July 14, 2020
LinkedIn, TikTok, Reddit Capture the Clipboard Content on Each Keystroke
The handy banner alert feature in new operating systems IOS 14 and iPadOS 14 has unveiled that many popular applications access your clipboard without permission and copy its content after every keystroke.
TikTok, Reddit, LinkedIn capture content on every keystroke; Call of Duty, Patreon, Fruit Ninja, Philips Sonicare App, and Google News, and many others do so on the startup.
However, this is just a list of confirmed apps. In theory, any application can get this access without permission. Many of them could be more straightforward in their maliciousness, just appearing to scrape as much clipboard data as possible.
Through multiple Twitter videos shared by @DonCubed, we can see how apps interact with the clipboard every time a key is pressed. The apps can read what’s getting copied on other devices with the same iCloud account since iOS has a Universal Clipboard.
Why Is This So Important?
When you copy something to the clipboard, applications can read the contents of your clipboard without you manually selecting “Paste.”

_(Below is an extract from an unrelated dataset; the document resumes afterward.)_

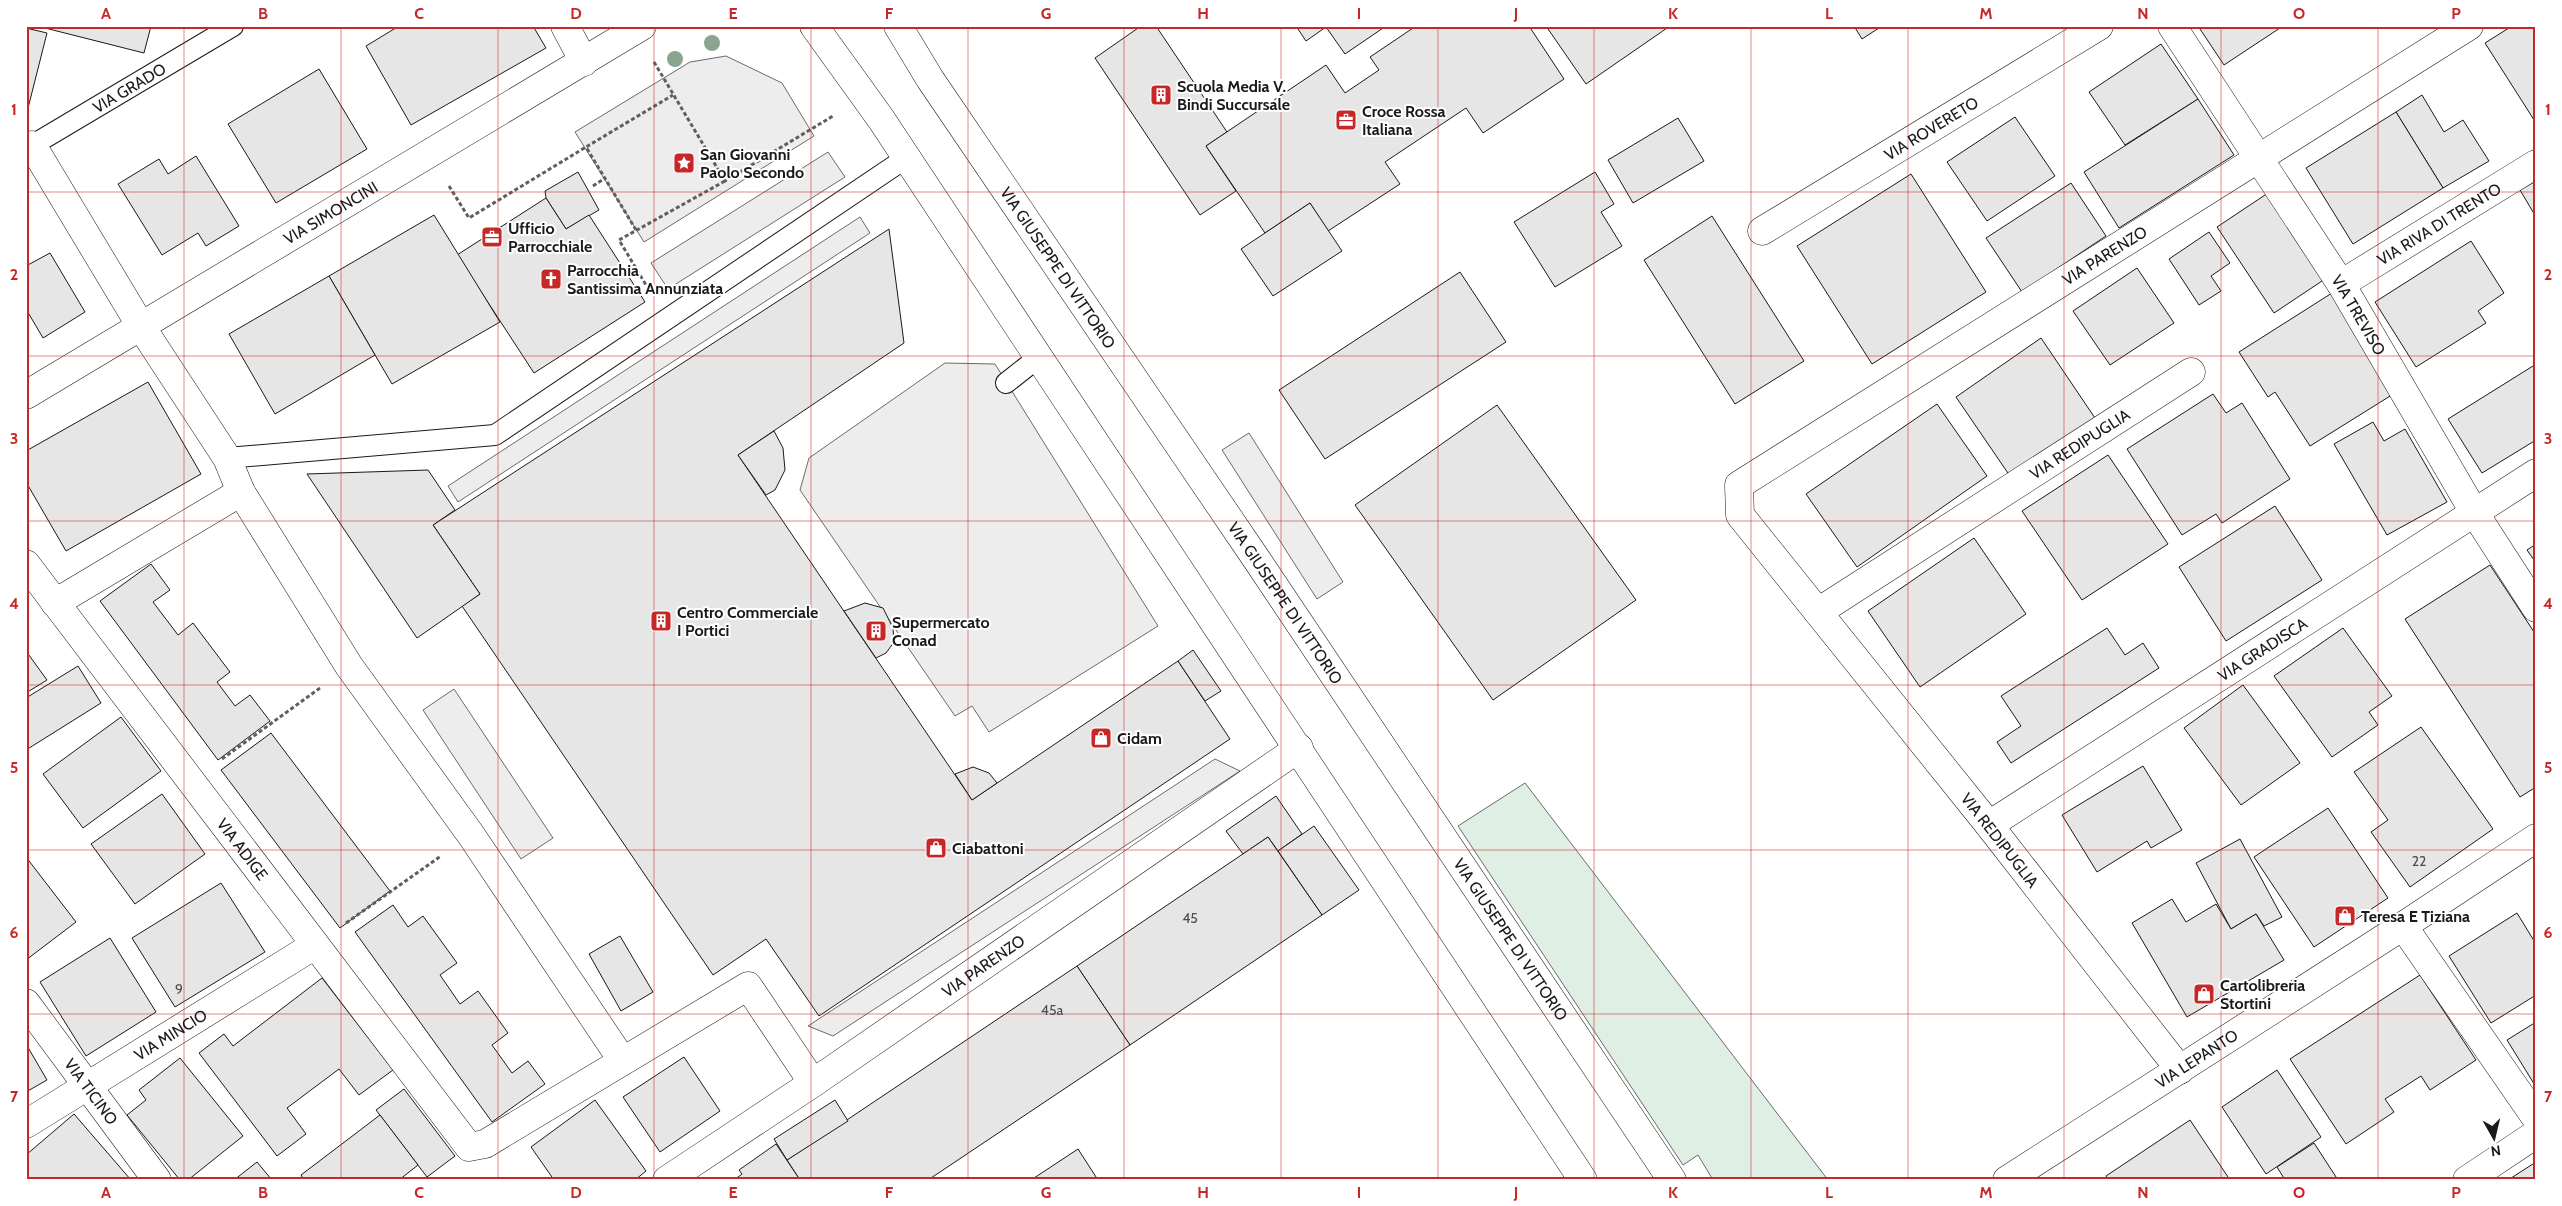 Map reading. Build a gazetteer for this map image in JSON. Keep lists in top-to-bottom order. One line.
{"streets":{"street":["VIA ROVERETO","VIA SIMONCINI","VIA RIVA DI TRENTO","VIA PARENZO","VIA GIUSEPPE DI VITTORIO","VIA TREVISO","VIA REDIPUGLIA","VIA GRADISCA","VIA ADIGE","VIA MINCIO","VIA LEPANTO","VIA TICINO"],"lane":["VIA GRADO"]},"crossings":[["VIA RIVA DI TRENTO","VIA TREVISO"],["VIA PARENZO","VIA TREVISO"],["VIA PARENZO","VIA REDIPUGLIA"],["VIA TREVISO","VIA GRADISCA"],["VIA REDIPUGLIA","VIA GRADISCA"],["VIA REDIPUGLIA","VIA LEPANTO"],["VIA ADIGE","VIA MINCIO"],["VIA MINCIO","VIA TICINO"]],"places":{"building":["Scuola Media V. Bindi Succursale","Centro Commerciale I Portici","Supermercato Conad"],"office":["Croce Rossa Italiana","Ufficio Parrocchiale"],"place":["San Giovanni Paolo Secondo"],"church":["Parrocchia Santissima Annunziata"],"shop":["Cidam","Ciabattoni","Teresa E Tiziana","Cartolibreria Stortini"]},"house_numbers":["22","45","9","45a"],"north":"bottom","grid":{"columns":["A","B","C","D","E","F","G","H","I","J","K","L","M","N","O","P"],"rows":["1","2","3","4","5","6","7"]}}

The clipboard is a trove of sensitive data, such as passwords, card credentials, document information, private crypto keys, links, and pictures that can unveil a lot about the user. Plus, every other content the user copied or cut out from different apps.
Clipboard-invading practice is not unlawful, but it is concerning, and will rightfully make a lot of us nervous about handling sensitive data on our devices. A lot of confronted applications responded to the questions, pointing out the need to “identify repetitive, spammy behavior” or made it look like a bug that was hastily fixed.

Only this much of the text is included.